There is an excellent new contribution to the literature on the Manichaean religion: Iain Gardner, Jason BeDuhn and Paul Dilley, Mani at the Court of the Persian Kings: Studies on the Chester Beatty Kephalaia Codex (Brill 2015). Yesterday, I described the rediscovered ancient texts on which this book is based.
Although this is a rich and wide-ranging collection, several points strike me. One is the sheer geographical range of the events described, the world in which Mani and his immediate followers moved. As I have described, Mani came out of a movement with Jewish-Christian roots, which looked back to Palestinian events and trends. Yet we hear of him for instance at the Persian court, with remarkably good access to the great king Shapur I (240-270). Beyond that, he was active distant eastern corners of the Persian Sassanid empire, at Turan in modern Baluchistan. And of course, the actual manuscript we are dealing with was found in Egypt.
Anyone approaching the “new” Manichaean material for the first time must be struck by this global quality, which makes nonsense of any assumptions we may have about dividing the ancient world into neat compartments. Over here, we might think, we have the Mediterranean role of Greece and Rome, while over in this far corner lies China, and there is India: and how sad that those great civilizations never interacted! But of course they did.
Mani grew up in a Mesopotamia long exposed to Zoroastrian influence from the east, but which was also at the time becoming the world’s intellectual center of Judaism. Christianity was very strong, with powerful Jewish-Christian currents. He saw himself as the culmination of several earlier faiths. He was the heir of Jesus and Zoroaster, but also of the Buddha, and his disciples engaged as much with Buddhists as with Christians. Through the early Middle Ages, across Central Asia, Manichaean missionaries competed fiercely with Christians of the Church of the East, and with Buddhists (and, later, Muslims).
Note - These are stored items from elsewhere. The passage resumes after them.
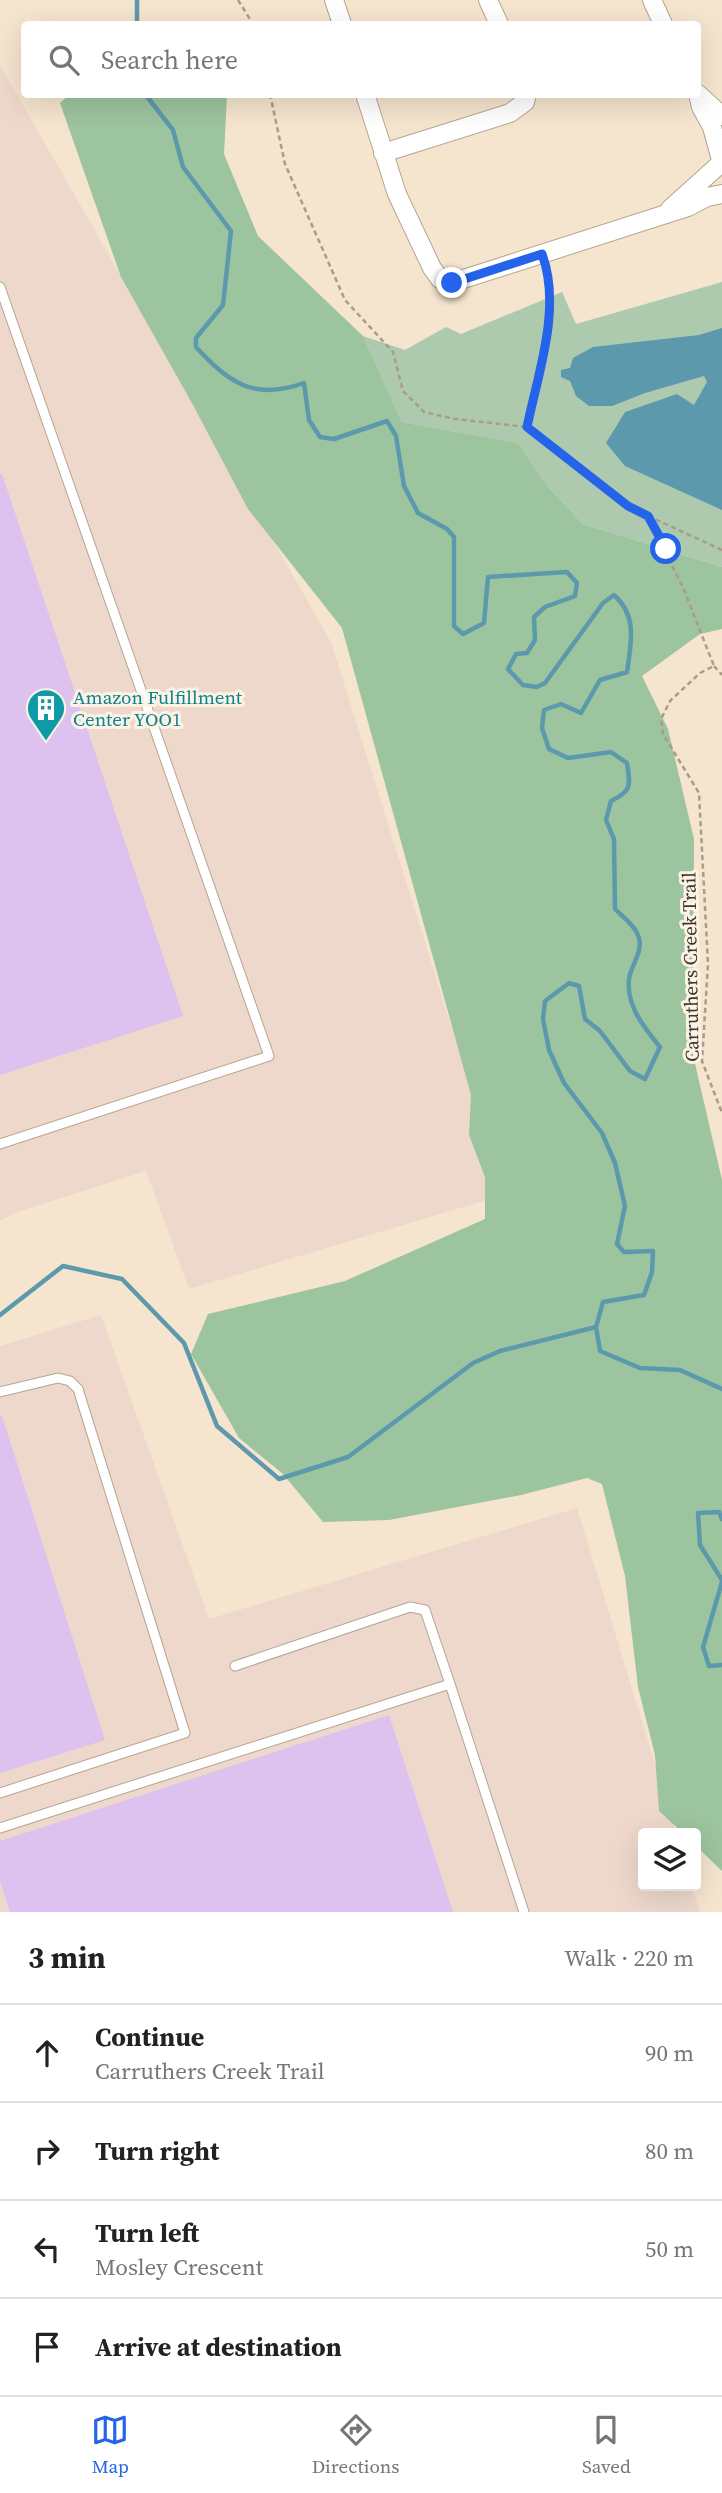 <!DOCTYPE html>
<html lang="en">
<head>
<meta charset="utf-8">
<style>
  body { margin:0; font-family:"Source Serif 4",serif; background:#f6f6f6; color:#222 }
  .controls { position:absolute; right:21px; bottom:21px; display:grid; overflow:hidden; border-radius:7px; box-shadow:0 7px 28px #0002 }
  .controls button { width:63px; height:63px; display:grid; place-items:center; padding:0; border:0; border-bottom:2px solid #e0e0e0; background:#fff; color:#222; font:35px sans-serif }
  .stop { position:absolute; width:21px; height:21px; margin:-16px; border:5px solid #2563eb; border-radius:50%; background:#fff }
  .stop.end { background:#2563eb; border-color:#fff; box-shadow:0 2px 7px #0008 }
  .list { margin:0; padding:0; list-style:none }
  h2 { display:flex; justify-content:space-between; align-items:center; height:91px; margin:0; padding:0 28px; font-size:30px }
  h2 small { font-size:23px; font-weight:400; color:#767676 }
  .list li { display:grid; grid-template-columns:46px 1fr auto; gap:21px; align-items:center; box-sizing:border-box; height:98px; padding:0 28px; border-top:2px solid #e0e0e0 }
  .list b { display:block; font-size:26px; white-space:nowrap }
  .list p { margin:0; font-size:23px; white-space:nowrap; color:#767676 }
  .list em { font-size:23px; font-style:normal; color:#767676 }
  .icon { flex:none; width:38px; height:38px; fill:none; stroke:currentColor; stroke-width:2; stroke-linecap:round; stroke-linejoin:round }
  .map { position:relative; flex:none; width:722px; height:1912px; overflow:hidden }
  .search { position:absolute; background:#fff; box-shadow:0 7px 28px #0002; left:21px; right:21px; top:21px; height:77px; display:flex; align-items:center; gap:18px; box-sizing:border-box; padding:0 24px; border-radius:7px; color:#767676; font-size:26px }
  .sheet { height:483px; background:#fff }
  nav { display:flex; justify-content:space-around; align-items:center; box-sizing:border-box; height:98px; border-top:2px solid #e0e0e0; background:#fff; font-size:19px; color:#767676 }
  nav a { display:grid; justify-items:center; gap:4px }
  nav .on { color:#2563eb }
  .map>svg:first-child { display:block }
  .industrial { fill:#eed8cc }
  .green { fill:#adcaaf }
  .forest { fill:#9cc49e }
  .water { fill:#5d99ac }
  .lines { fill:none; stroke-linecap:round; stroke-linejoin:round }
  .stream { stroke:#5d99ac; stroke-width:4.5 }
  .building { fill:#ddc1ee }
  .service-casing { stroke:#b5a590; stroke-width:11 }
  .minor-casing { stroke:#b5a590; stroke-width:20 }
  .path { stroke:#a89c8b; stroke-width:2.5; stroke-dasharray:5 3.5; stroke-linecap:butt }
  .service { stroke:#fff; stroke-width:9 }
  .minor { stroke:#fff; stroke-width:18 }
  .route { stroke:#2563eb; stroke-width:9 }
  .labels { text-anchor:middle; dominant-baseline:central; stroke-width:6; stroke-linejoin:round; paint-order:stroke }
  .culture-label { font-size:19px; fill:#0d838f; stroke:#fcf3e5; text-anchor:start }
  .street-label { font-size:19px; fill:#3c362d; stroke:#fcf3e5 }
</style>
</head>
<body>
<div class="map">
<svg width="722" height="1912" viewBox="0 0 722 1912">
  <rect width="100%" height="100%" fill="#f5e4ce"/>
  <!-- industrial -->
  <path class="industrial" d="M0,65L331,642L504,1195L189,1289L146,1171L17,1212L0,1221Z
    M101,1315L209,1619L577,1508L676,1833H643V1886H692L700,1912H0V1346Z"/>
  <!-- green -->
  <path class="green" d="M722,282V567L583,524L548,487L518,443L400,422L363,336L405,350L446,327L461,334L562,292L576,324Z"/>
  <!-- forest -->
  <path class="forest" d="M69,95H227L224,154L258,236L363,336L401,422L518,443L548,487L583,524L722,567V629L700,634L642,676L668,729L694,839L693,1055L722,1180V1871L696,1846V1833H683L659,1811L655,1755L638,1687L625,1576L602,1484L587,1478L521,1495L389,1520L323,1522L283,1474L239,1438L191,1354L208,1314L345,1281L485,1219V1177L469,1135L471,1095L342,628L248,509L193,405L121,277L60,103Z"/>
  <!-- water -->
  <path class="water" d="M722,328V510L625,466L606,443L625,412L677,394L694,405L707,382L704,376L645,393L612,406H589L576,396L570,381L561,377V370L570,368L573,358L593,347L699,335Z"/>
  <g class="lines">
    <!-- stream -->
    <path class="stream" d="M137,24V0
      M145,94L173,130L183,167L231,231L223,305L196,338V347C229,383 254,401 304,383L309,420L320,437L334,439L387,421L396,436L404,486L418,513L447,529L454,537V626L463,634L484,623L488,577L567,572L577,583L575,596L545,607L534,617L535,640L527,653L516,654L508,669L523,685L537,687L545,683L603,603L614,595C638,616 631,643 627,672L600,680L581,713L561,704L544,710L542,728L549,749L568,758L611,752L627,763C630,785 633,790 611,801L606,820L614,839L615,909C622,916 633,924 637,933C646,949 631,964 629,979C626,1006 644,1027 660,1047L645,1079L630,1071L600,1031L585,1019L579,986L569,983L545,1001L543,1019L549,1050L564,1083L602,1133L615,1163L625,1206L617,1244L624,1252L653,1251L652,1272L644,1295L603,1302L596,1327L600,1351L640,1368L680,1370L722,1389
      M0,1315L63,1266L122,1279L184,1343L217,1426L279,1479L348,1457L473,1363L500,1351L596,1327
      M722,1519L719,1512L698,1513L700,1545L722,1580
      M722,1582L703,1647L709,1666L722,1665"/>
  </g>
  <!-- building -->
  <path class="building" d="M0,474H2L183,1016L0,1075Z
    M0,1416H2L105,1740L0,1773Z
    M389,1715L453,1912H10L0,1881V1841Z"/>
  <g class="lines">
    <!-- service casing -->
    <g class="service-casing">
      <path id="service" d="M0,287L269,1056L0,1144
        M0,1392L58,1378L70,1381L78,1389L185,1733L0,1793
        M235,1666L410,1607L425,1610L450,1684
        M0,1828L450,1684L524,1912"/>
    </g>
    <!-- minor casing -->
    <g class="minor-casing">
      <path id="minor" d="M334,0L342,24
        M488,0L499,24
        M652,0L663,24
        M365,94L397,194L432,268L440,279L451,283L688,207L707,197L722,194
        M698,94L701,107L712,127L721,160
        M699,95L722,116
        M383,153L510,113L525,102L527,94
        M670,209L720,164"/>
    </g>
    <!-- path -->
    <path class="path" d="M238,0L253,24
      M270,94L285,164L345,300L393,352L403,391L424,412L455,419L527,427L628,506L648,516L684,590L714,666L700,673L670,701L661,719L663,734L699,793L708,964L702,1061L722,1113
      M527,426L551,311L547,267
      M648,516L722,550
      M714,666L722,675"/>
    <!-- service -->
    <use href="#service" class="service"/>
    <!-- minor -->
    <use href="#minor" class="minor"/>
  </g>
  <g class="lines">
    <!-- route -->
    <path class="route" d="M452,283L542,254C562,308 538,373 527,427L628,506L648,516L666,549"/>
  </g>
  <!-- icons -->
  <defs>
    <g id="building-pin" transform="scale(2.0125)"><path d="M0 17L-7.5 6A9.5 9.5 0 1 1 7.5 6Z" fill="#0f9aa8" stroke="#fcf3e5"/><path d="M-4-6H4V6H1V3H-1V6H-4ZM-2.5-4.3h1.7v1.8h-1.7ZM.8-4.3h1.7v1.8H.8ZM-2.5-1h1.7V.8h-1.7ZM.8-1h1.7V.8H.8Z" fill="#fff"/></g>
  </defs>
  <g fill-rule="evenodd">
    <use href="#building-pin" x="46" y="708"/>
  </g>
  <g class="labels">
    <!-- culture labels -->
    <g class="culture-label">
      <text x="73" y="697">Amazon Fulfillment<tspan x="73" dy="22">Center YOO1</tspan></text>
    </g>
    <!-- street labels -->
    <g class="street-label">
      <text transform="translate(690 967) rotate(-91)">Carruthers Creek Trail</text>
    </g>
  </g>
</svg>
<div class="controls">
<button><svg class="icon" aria-label="layers" viewBox="0 0 24 24"><path d="M12 4l9 5-9 5-9-5zM3 14l9 5 9-5"/></svg></button>
</div>
<div class="stop" style="left:666px;top:549px"></div>
<div class="stop end" style="left:452px;top:283px"></div>
<div class="search"><svg class="icon" aria-label="search" viewBox="0 0 24 24"><circle cx="10" cy="10" r="6"/><path d="M15 15l6 6"/></svg>Search here</div>
</div>
<section class="sheet">
<h2>3 min<small>Walk · 220 m</small></h2>
<ul class="list">
<li><svg class="icon" aria-label="ahead" viewBox="0 0 24 24"><path d="M12 20V5M6 11l6-6 6 6"/></svg><div><b>Continue</b><p>Carruthers Creek Trail</p></div><em>90 m</em></li>
<li><svg class="icon" aria-label="right" viewBox="0 0 24 24"><path d="M7 20v-9h11M14 6l5 5-5 5"/></svg><div><b>Turn right</b></div><em>80 m</em></li>
<li><svg class="icon" aria-label="left" viewBox="0 0 24 24"><path d="M17 20v-9H6M10 6l-5 5 5 5"/></svg><div><b>Turn left</b><p>Mosley Crescent</p></div><em>50 m</em></li>
<li><svg class="icon" aria-label="arrive" viewBox="0 0 24 24"><path d="M6 21V4h12l-3 4 3 4H6"/></svg><div><b>Arrive at destination</b></div></li>
</ul>
</section>
<nav>
<a class="on"><svg class="icon" aria-label="map" viewBox="0 0 24 24"><path d="M3 6l6-2 6 2 6-2v14l-6 2-6-2-6 2zM9 4v14M15 6v14"/></svg>Map</a>
<a><svg class="icon" aria-label="directions" viewBox="0 0 24 24"><path d="M12 3l9 9-9 9-9-9zM9 14v-3h6M13 9l2 2-2 2"/></svg>Directions</a>
<a><svg class="icon" aria-label="saved" viewBox="0 0 24 24"><path d="M7 4h10v16l-5-4-5 4z"/></svg>Saved</a>
</nav>
</body>
</html>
So what kind of literature was the Kephalaia, into what genre did it fall? As Paul Dilley shows, the dialogues with their question-and-answer formats could equally well be read in very different ways – “as a modified example of Greco-Roman erotapokrisis, Iranian frashna or Buddhist sutra.” For our purposes, the technical terms don’t matter, but think of the implications – that this movement was writing in ways intelligible to civilized people from the Ganges to the Tiber. Hardly less open to universal translation was the movement’s use of Wisdom, a concept deeply rooted in Judaism and early Christianity. In the same vein, Jason BeDuhn offers a mind-stretching comparison between the Kephalaia materials found in Egypt and the comparable texts from Turfan, in Western China.Following on from this point about geography is the overwhelming power of Buddhist ideas and movement’s on Mani’s self-concept. While presenting himself as the heir to Jesus, he and his followers portrayed him as a new Buddha, indeed the messianic figure of Maitreya (pp.72-74).
Another of Dilley’s points that I found helpful. Although the Manichaean enterprise was transcontinental, its spiritual homeland (so to speak) was in the borderlands between the Roman and Persian empires, the Syro-Mesopotamian lands that today comprise the modern countries of Syria and Iraq (insofar as those two nations still exist in unified form as of 2015). At the outer limits of this border country were the two great cities of Antioch and Seleucia-Ctesiphon, where so much of the action occurs both in Late Roman and Sassanid history (p.49). Studied in isolation, the one city without the other, we lose so much of the story – political, cultural and spiritual. It is the interplay between the two centers that is critical.
Here’s a suggestion. If anyone ever wrote a dual biography of these two cities between, say, 100 and 600 AD, they would have a wonderful book on their hands. Readers would certainly gain a far greater understanding not just of Manichaeanism but also of Christianity, Judaism, Zoroastrianism and Islam.
I am still wrestling with the book’s important final chapter, in which Jason BeDuhn discusses “Mani and the Crystallization of the Concept of ‘Religion’ in Third Century Iran” (247-75). Beyond doubt, our modern definition of “a religion” would have been very difficult to explain to (for instance) early Romans or Greeks, but that situation changed in Late Antiquity. BeDuhn shows that in Mani’s time, not only had the concept come into existence, but that this dramatic change was shaped by the growing interaction of global faiths – with Buddhism, arguably, as “the first religion” in anything like the modern sense. Mani was self-consciously striving to go beyond even those categories to create a world religion that absorbed and superseded all its competitors.
If he does not actually say that Mani Invented Religion (!) then BeDuhn is exploring potent ideas.
As I hope I have made clear, this is a very rewarding book.